Juanita Urban-Rich finds high concentration of plastics in corals living in Narragansett Bay
UMass Boston Professor Juanita Urban-Rich is part of a team of researchers that is the first to show that some corals are eating tiny bits of plastic debris found in the ocean. The team discovered that these corals often prefer “microplastics” over natural food, even as the plastic potentially carries harmful bacteria that can kill them.
“What we found was both surprising and sad,” said Urban-Rich, an associate professor of zooplankton ecology.
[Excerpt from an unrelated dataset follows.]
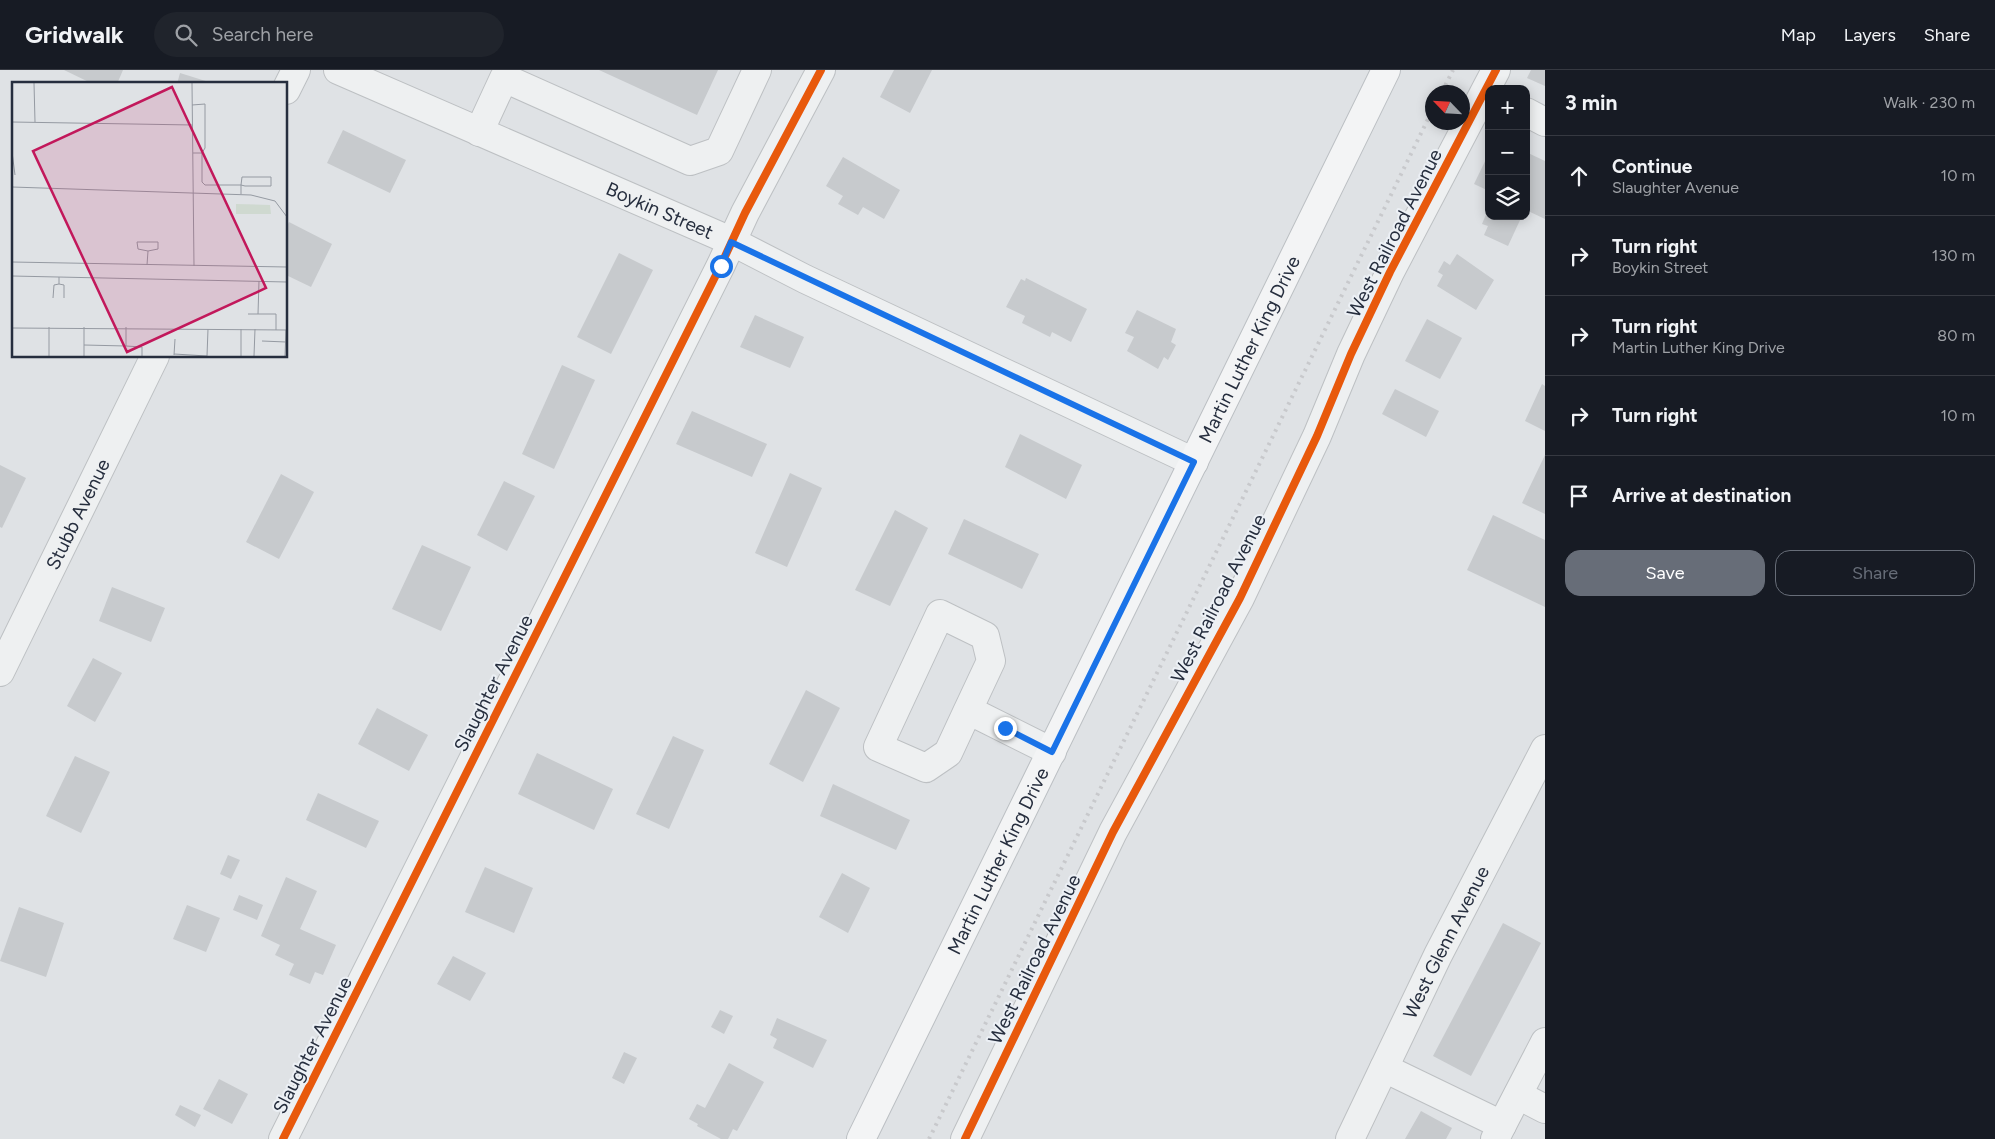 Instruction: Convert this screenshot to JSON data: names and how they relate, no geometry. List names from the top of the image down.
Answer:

A type of coral called Astrangia poculata ingested the microplastics both in the wild and in the lab, and Urban-Rich and her coauthors write in a new paper published in Proceedings of the Royal Society B that the lab-raised corals liked the tiny bits of plastic better than “normal food,” such as brine shrimp eggs.
They know this because they dumped shrimp eggs and plastic microbeads into tanks of lab-raised corals. When they later cut the corals open, they found that there was twice as much plastic inside as shrimp eggs, as shown below.
“Corals are an important animal as they eat small microscopic animals the size of a lot of microplastics,” Urban-Rich said. “The temperate coral Astrangia poculata actually derives a lot of its energy for survival from particles it eats opposed to tropical reef corals that also get much of their energy from photosynthesis from their symbiotic dinoflagellate.”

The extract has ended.